The policeman should have to face charges as if he were an ordinary citizen breaking into someone’s home.  The damages he and his colleagues inflicted on the personal effects in the home and the home itself are vandalism.  If these acts were authorized by a judge in the form of a warrant, the State has a positive defense.  Who does pay for the broken doorframe or missing items?

If not authorized by a judge, then it would be like a neighbor breaking in, and at trial the government agent could defend his actions by saying there were exigent circumstances (some person or thing was in immediate danger, for example).

A neighbor could break in to save a child at risk from a fire, and we would all laud his efforts and dismiss the case against him.  But, if he helped himself to things he found inside, we would probably let him spend some time alone to consider his character flaws, besides making restitution of the taken items or the damage.

A policeman could break in and just leave the place a disheveled mess with impunity.  This is wrong on the face of it.

The accused should never be able to claim immunity because the evidence against him was obtained without a warrant or by some other breach of faith.  The prohibition against self-incrimination in the Fifth Amendment overrides the acts of police or even judges to obtain confessions,

No person shall be held to answer for a capital, or otherwise infamous crime, unless on a presentment or indictment of a Grand Jury, except in cases arising in the land or naval forces, or in the Militia, when in actual service in time of War or public danger; nor shall any person be subject for the same offense to be twice put in jeopardy of life or limb; nor shall be compelled in any criminal case to be a witness against himself, nor be deprived of life, liberty, or property, without due process of law; nor shall private property be taken for public use, without just compensation.

but the evidence obtained in an illegal search is another matter.

So, doesn’t it make more sense that the police should be able to search even without a warrant and find evidence of a crime against someone, but not be able to compel someone to testify against himself.  Afterwards, without the warrant the policeman may find himself on trial for his (unconstitutional) acts, too, or for their acts if other policemen participated.

Note that double jeopardy applies only in criminal cases if we read it in the normal fashion, but not in civil cases.  Also note that this restriction appears to be for bench or jury trials only, not in other administrative matters outside of trials, but one could easily argue that, for example, a Congressional hearing where testimony is compelled might result in gathering evidence of a crime.  Could that evidence that was compelled then be used against the person giving it?  Probably not, but probably against others.

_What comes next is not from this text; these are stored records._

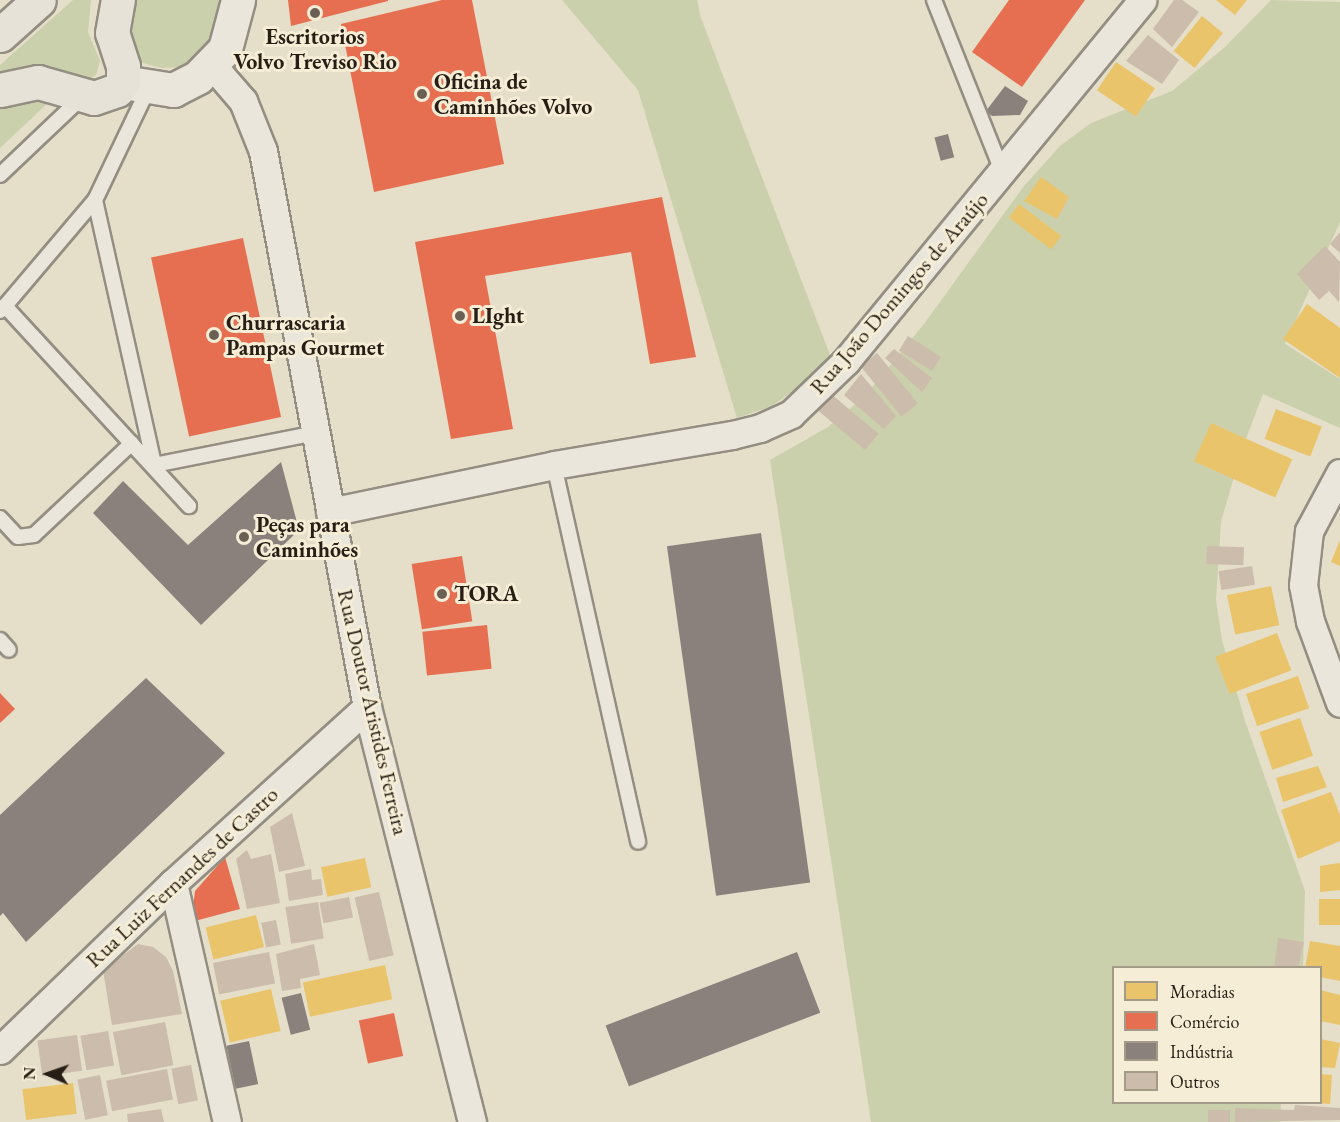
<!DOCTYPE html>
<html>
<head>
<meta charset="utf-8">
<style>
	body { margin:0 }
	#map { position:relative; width:1340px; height:1122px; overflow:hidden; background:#e5dec9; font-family:"EB Garamond",serif }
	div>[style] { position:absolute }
	.green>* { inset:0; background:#cbd0ac }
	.homes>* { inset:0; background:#e9c46a; transform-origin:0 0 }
	.shops>* { inset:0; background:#e76f51; transform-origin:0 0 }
	.industry>* { inset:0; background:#8a817c; transform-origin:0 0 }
	.building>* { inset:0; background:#cbbcab; transform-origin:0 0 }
	.roads { filter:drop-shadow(2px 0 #948e82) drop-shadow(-2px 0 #948e82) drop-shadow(0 2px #948e82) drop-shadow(0 -2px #948e82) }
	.service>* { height:14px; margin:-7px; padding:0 7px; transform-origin:7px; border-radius:7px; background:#eae6dc }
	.minor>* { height:27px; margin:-13.5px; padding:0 13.5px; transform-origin:13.5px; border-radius:13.5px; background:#eae6dc }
	.secondary>* { height:33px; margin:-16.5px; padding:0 16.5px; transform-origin:16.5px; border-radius:16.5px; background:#eae6dc }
	.motorway>* { height:33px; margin:-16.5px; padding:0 16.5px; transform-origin:16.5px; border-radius:16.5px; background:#e6e2d7 }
	.dots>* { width:16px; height:16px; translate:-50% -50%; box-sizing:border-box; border:3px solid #f5edd5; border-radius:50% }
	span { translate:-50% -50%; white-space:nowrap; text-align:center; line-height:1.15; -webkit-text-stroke:6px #f5edd5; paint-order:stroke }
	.poi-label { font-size:22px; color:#271e15; font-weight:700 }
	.left { translate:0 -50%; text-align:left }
	.street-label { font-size:22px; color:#271e15 }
	.legend { position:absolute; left:1112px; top:966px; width:210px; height:138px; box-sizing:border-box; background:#f5edd5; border:2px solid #a39a88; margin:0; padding:8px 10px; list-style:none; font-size:18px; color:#271e15 }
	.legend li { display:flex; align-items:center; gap:12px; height:30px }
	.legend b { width:30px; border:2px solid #a39a88 }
	.north { position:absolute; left:18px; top:1044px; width:60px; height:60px; -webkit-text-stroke:4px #f5edd5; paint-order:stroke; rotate:272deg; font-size:16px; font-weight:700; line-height:24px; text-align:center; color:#271e15 }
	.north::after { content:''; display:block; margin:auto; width:21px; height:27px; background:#271e15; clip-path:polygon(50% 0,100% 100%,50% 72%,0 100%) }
</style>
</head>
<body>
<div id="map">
	<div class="green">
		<div style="clip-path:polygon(73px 0,91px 0,88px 32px,100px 61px,96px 75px,88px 80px,0 77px,0 65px)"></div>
		<div style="clip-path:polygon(131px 0,219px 0,214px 41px,185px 67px,162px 68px,143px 63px,126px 41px)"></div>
		<div style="clip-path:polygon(562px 0,697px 0,701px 18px,830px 355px,807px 381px,772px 406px,737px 418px,638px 90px)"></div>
		<div style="clip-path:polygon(1271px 0,1340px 2px,1340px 222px,1285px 344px,1340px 379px,1340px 428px,1263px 394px,1241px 452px,1221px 522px,1216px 600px,1222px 640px,1245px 721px,1305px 891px,1303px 967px,1114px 968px,1114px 1102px,1281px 1103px,1280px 1122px,871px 1122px,770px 460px,828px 427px,863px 398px,924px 324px,1024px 186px,1060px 146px,1091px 123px,1172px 91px,1225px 47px)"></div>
		<div style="clip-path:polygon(38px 97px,48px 103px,0 148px,0 107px,11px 100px)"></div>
	</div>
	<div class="homes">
		<div style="clip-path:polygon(1216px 0,1247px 0,1235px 15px)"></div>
		<div style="left:1202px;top:16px;width:27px;height:45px;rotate:39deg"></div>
		<div style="left:1116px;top:62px;width:47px;height:34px;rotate:34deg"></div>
		<div style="clip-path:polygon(1041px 177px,1069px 197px,1057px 219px,1024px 201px)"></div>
		<div style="left:1019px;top:204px;width:53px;height:17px;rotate:37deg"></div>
		<div style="clip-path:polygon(1307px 304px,1340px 328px,1340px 378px,1283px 339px)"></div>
		<div style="left:1276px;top:409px;width:49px;height:32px;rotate:21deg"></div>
		<div style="left:1211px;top:423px;width:89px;height:42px;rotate:24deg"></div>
		<div style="clip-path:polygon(1340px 540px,1340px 566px,1331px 562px)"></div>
		<div style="left:1271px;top:586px;width:40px;height:45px;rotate:78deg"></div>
		<div style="left:1277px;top:633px;width:40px;height:66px;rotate:69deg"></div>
		<div style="left:1298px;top:676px;width:34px;height:55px;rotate:71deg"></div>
		<div style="left:1300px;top:718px;width:40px;height:43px;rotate:71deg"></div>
		<div style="clip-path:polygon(1318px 766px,1327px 787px,1283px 802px,1276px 778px)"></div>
		<div style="clip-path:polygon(1331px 792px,1340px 815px,1340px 841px,1298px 859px,1281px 810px)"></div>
		<div style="left:365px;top:858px;width:30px;height:45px;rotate:78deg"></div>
		<div style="clip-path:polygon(1340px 863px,1340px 890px,1320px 892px,1320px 866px)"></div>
		<div style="left:1319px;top:899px;width:21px;height:26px"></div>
		<div style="left:256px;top:915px;width:33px;height:52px;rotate:76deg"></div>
		<div style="clip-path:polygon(1310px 941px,1340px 946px,1340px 981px,1320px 977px,1320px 968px,1305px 968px)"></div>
		<div style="left:385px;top:965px;width:35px;height:84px;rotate:78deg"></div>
		<div style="left:271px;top:989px;width:43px;height:52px;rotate:77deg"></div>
		<div style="clip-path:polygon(1320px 990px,1340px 995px,1340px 1025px,1320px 1021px)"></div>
		<div style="clip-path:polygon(1320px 1039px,1340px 1043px,1335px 1068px,1320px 1067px)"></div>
		<div style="clip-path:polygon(1320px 1074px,1332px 1075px,1330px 1104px,1320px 1103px)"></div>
		<div style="left:73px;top:1083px;width:31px;height:51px;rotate:83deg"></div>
	</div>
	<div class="shops">
		<div style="clip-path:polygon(288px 0,388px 0,388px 1px,291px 26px)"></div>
		<div style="clip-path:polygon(442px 0,472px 0,504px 164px,374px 192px,341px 24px)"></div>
		<div style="clip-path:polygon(1009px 0,1085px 0,1022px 87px,972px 52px)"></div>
		<div style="clip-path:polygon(662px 197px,696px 357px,650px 364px,631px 252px,485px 276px,513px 429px,451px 439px,415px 242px)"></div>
		<div style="left:243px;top:238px;width:183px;height:94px;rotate:78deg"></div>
		<div style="left:462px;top:556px;width:66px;height:51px;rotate:81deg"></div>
		<div style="left:487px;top:625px;width:44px;height:65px;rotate:84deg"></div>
		<div style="clip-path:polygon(0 693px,15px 709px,0 723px)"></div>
		<div style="clip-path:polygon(225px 857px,240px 909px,191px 922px,195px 891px)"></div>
		<div style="left:394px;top:1013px;width:44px;height:36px;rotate:78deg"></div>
	</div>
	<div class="industry">
		<div style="clip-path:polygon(1005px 86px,1028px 101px,1020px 115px,992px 116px,986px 111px)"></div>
		<div style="left:948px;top:134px;width:24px;height:14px;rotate:75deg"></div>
		<div style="clip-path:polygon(281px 462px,299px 530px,201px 625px,93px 513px,123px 481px,188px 545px)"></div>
		<div style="left:761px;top:533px;width:353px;height:95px;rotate:82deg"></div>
		<div style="clip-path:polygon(146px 678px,225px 753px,26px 942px,3px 913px,0 916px,0 815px)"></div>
		<div style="left:797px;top:952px;width:65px;height:205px;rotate:69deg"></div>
		<div style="left:301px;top:993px;width:38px;height:20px;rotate:76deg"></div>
		<div style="left:249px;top:1041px;width:44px;height:23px;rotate:78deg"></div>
	</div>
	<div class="building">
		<div style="clip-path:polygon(1174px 0,1182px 0,1199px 12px,1172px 47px,1153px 29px)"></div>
		<div style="clip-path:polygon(1148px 35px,1179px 60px,1162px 84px,1126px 61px)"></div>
		<div style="clip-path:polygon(1340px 232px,1340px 253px,1330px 244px)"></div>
		<div style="clip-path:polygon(1325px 246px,1340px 262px,1339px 302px,1329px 291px,1319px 300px,1297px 274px)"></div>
		<div style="left:908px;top:336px;width:39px;height:17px;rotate:32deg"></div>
		<div style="clip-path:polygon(894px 349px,932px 378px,922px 392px,885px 358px)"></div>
		<div style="left:877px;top:353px;width:65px;height:21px;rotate:51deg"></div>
		<div style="clip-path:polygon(861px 374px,896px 416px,884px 429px,844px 395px)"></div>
		<div style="left:831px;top:394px;width:62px;height:21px;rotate:40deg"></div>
		<div style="left:1207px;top:546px;width:37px;height:18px;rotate:2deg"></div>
		<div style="left:1252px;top:566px;width:19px;height:34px;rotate:81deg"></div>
		<div style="clip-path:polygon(292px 813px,305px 866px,279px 872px,270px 827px)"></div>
		<div style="clip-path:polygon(247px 850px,251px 859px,271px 854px,280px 903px,247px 909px,236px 859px)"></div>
		<div style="clip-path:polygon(311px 869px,312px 880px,321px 879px,323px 895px,289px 901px,285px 874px)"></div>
		<div style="left:379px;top:892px;width:65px;height:25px;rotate:77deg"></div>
		<div style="left:349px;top:897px;width:21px;height:30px;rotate:79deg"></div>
		<div style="left:318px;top:902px;width:37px;height:33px;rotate:81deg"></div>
		<div style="left:276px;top:920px;width:25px;height:15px;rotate:79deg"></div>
		<div style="clip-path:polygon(1278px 938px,1304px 942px,1298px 968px,1274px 968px)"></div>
		<div style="clip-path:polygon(138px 944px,153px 947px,166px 957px,173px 971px,182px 1014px,112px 1025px,103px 970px)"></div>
		<div style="clip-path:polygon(314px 944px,320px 975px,300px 979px,301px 988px,282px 991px,276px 954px)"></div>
		<div style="left:269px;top:952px;width:32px;height:57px;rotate:79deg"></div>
		<div style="left:165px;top:1022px;width:44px;height:53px;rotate:79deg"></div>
		<div style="left:108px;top:1031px;width:35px;height:28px;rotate:80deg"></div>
		<div style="left:77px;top:1035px;width:36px;height:40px;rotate:82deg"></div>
		<div style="left:191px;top:1065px;width:36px;height:20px;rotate:79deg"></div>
		<div style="left:167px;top:1069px;width:31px;height:62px;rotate:79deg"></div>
		<div style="left:100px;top:1075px;width:41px;height:23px;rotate:79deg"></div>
		<div style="clip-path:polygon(1295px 1105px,1340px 1108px,1340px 1120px,1235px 1122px,1235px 1108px,1294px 1110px)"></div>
		<div style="clip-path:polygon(161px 1109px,164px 1122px,128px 1122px,127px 1114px)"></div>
		<div style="left:1208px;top:1110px;width:22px;height:12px"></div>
	</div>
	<div class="roads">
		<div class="service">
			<div style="left:934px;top:0;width:186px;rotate:68.3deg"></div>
			<div style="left:149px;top:87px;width:125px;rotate:115.5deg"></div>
			<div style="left:95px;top:200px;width:271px;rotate:77.4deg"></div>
			<div style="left:154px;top:465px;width:164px;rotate:-11.2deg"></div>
			<div style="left:0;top:175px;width:112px;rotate:-43.5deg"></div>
			<div style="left:5px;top:306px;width:139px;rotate:-49.7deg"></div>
			<div style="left:0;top:311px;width:7px;rotate:-45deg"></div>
			<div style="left:5px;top:306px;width:272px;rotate:47.4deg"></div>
			<div style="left:554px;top:465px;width:386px;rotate:77.4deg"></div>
			<div style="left:0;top:518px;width:26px;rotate:47deg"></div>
			<div style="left:18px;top:537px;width:16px;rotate:-7deg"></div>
			<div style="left:34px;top:535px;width:134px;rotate:-43.2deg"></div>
			<div style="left:0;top:640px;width:13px;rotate:48deg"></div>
		</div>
		<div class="minor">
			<div style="left:212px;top:65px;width:48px;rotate:49.3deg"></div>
			<div style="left:243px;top:101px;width:54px;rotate:68.2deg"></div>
			<div style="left:263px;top:151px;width:566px;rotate:79.41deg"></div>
			<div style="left:367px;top:707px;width:428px;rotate:75.8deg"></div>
			<div style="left:1340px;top:473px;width:66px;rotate:118.1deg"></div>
			<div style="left:1309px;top:531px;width:54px;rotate:96.3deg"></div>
			<div style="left:1303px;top:585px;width:37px;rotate:79deg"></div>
			<div style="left:1310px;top:621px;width:87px;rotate:69.9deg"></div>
			<div style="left:330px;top:512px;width:229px;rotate:-11.8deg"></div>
			<div style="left:554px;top:465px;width:181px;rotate:-9.6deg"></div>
			<div style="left:732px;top:435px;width:29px;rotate:-14deg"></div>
			<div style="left:760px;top:428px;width:34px;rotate:-24deg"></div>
			<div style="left:791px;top:414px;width:76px;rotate:-43.9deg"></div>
			<div style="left:846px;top:361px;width:467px;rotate:-50.6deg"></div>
			<div style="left:173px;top:883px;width:245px;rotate:77.3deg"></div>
			<div style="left:0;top:1050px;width:240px;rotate:-44deg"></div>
			<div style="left:173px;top:883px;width:262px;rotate:-42.2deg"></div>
		</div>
		<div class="secondary">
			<div style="left:123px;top:82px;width:51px;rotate:9.1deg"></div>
			<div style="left:173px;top:90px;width:28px;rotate:-27deg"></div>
			<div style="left:198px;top:77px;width:39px;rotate:-46deg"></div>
			<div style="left:225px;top:49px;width:51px;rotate:-75.1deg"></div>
		</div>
		<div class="motorway">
			<div style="left:0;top:35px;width:52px;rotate:-41.9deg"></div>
			<div style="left:0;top:90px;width:39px;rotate:-12deg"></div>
			<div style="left:38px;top:82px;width:58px;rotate:15.9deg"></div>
			<div style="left:94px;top:98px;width:24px;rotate:-19deg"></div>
			<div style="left:117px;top:90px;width:10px;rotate:-53deg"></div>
			<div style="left:123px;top:82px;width:16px;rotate:-90deg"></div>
			<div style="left:123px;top:66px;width:35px;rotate:-108deg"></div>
			<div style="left:112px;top:33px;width:34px;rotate:-80deg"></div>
		</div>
	</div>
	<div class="dots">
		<div style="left:315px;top:13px;background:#6a6154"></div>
		<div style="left:422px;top:94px;background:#6a6154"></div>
		<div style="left:460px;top:316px;background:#6a6154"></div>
		<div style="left:214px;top:335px;background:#6a6154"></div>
		<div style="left:244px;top:537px;background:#6a6154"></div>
		<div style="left:442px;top:594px;background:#6a6154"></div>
	</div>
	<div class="poi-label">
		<span style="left:315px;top:49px">Escritorios<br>Volvo Treviso Rio</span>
		<span class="left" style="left:434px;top:94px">Oficina de<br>Caminhões Volvo</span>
		<span class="left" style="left:472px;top:316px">LIght</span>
		<span class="left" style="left:226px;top:335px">Churrascaria<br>Pampas Gourmet</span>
		<span class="left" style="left:256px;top:537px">Peças para<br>Caminhões</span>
		<span class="left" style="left:454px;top:594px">TORA</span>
	</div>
	<div class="street-label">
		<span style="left:899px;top:293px;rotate:-49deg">Rua João Domingos de Araújo</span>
		<span style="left:373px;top:712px;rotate:77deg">Rua Doutor Aristides Ferreira</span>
		<span style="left:182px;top:877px;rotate:-43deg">Rua Luiz Fernandes de Castro</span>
	</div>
	<ul class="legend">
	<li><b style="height:16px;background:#e9c46a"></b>Moradias</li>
	<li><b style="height:16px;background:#e76f51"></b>Comércio</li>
	<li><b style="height:16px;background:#8a817c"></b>Indústria</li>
	<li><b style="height:16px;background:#cbbcab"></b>Outros</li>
	</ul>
	<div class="north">N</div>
</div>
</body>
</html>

Here we’re not talking about a whole police department going on trial but only those who actually participated or gave orders to perform acts not ordered by a warrant signed by a judge.  A policy promulgated from the top down to search cars on routine traffic stops without reasonable cause, probably is a valid reason to charge the whole police department with a crime, although it may engender civil liability, too.

So, in our brave new world, the FBI can without reasonable cause look into financial accounts and if they find evidence of wrong-doing, the account-holder can be legitimately charged, but also the FBI agent (and possibly his boss who ordered it or was reasonably responsible for supervising) can be charged with the illegal search.

Of course, the agent who searches without a warrant may be found guilty (or possibly not guilty) depending on his jury, and if guilty, his punishment could be harsh or very light, depending on the circumstances and the judgment of the jury or judge.  What, after all, is the damage to a victim of illegal search and therefore a just recompense?  Or, perhaps, it is We the People who are harmed by the act and deserve compensation or justice.

But to letting the criminal go for lack of admissible evidence because the search was not properly ordered is just plain wrong, isn’t it?  We, the people (the State), would be happy if they both went to jail – the criminal for his crime and the police agent for his crime.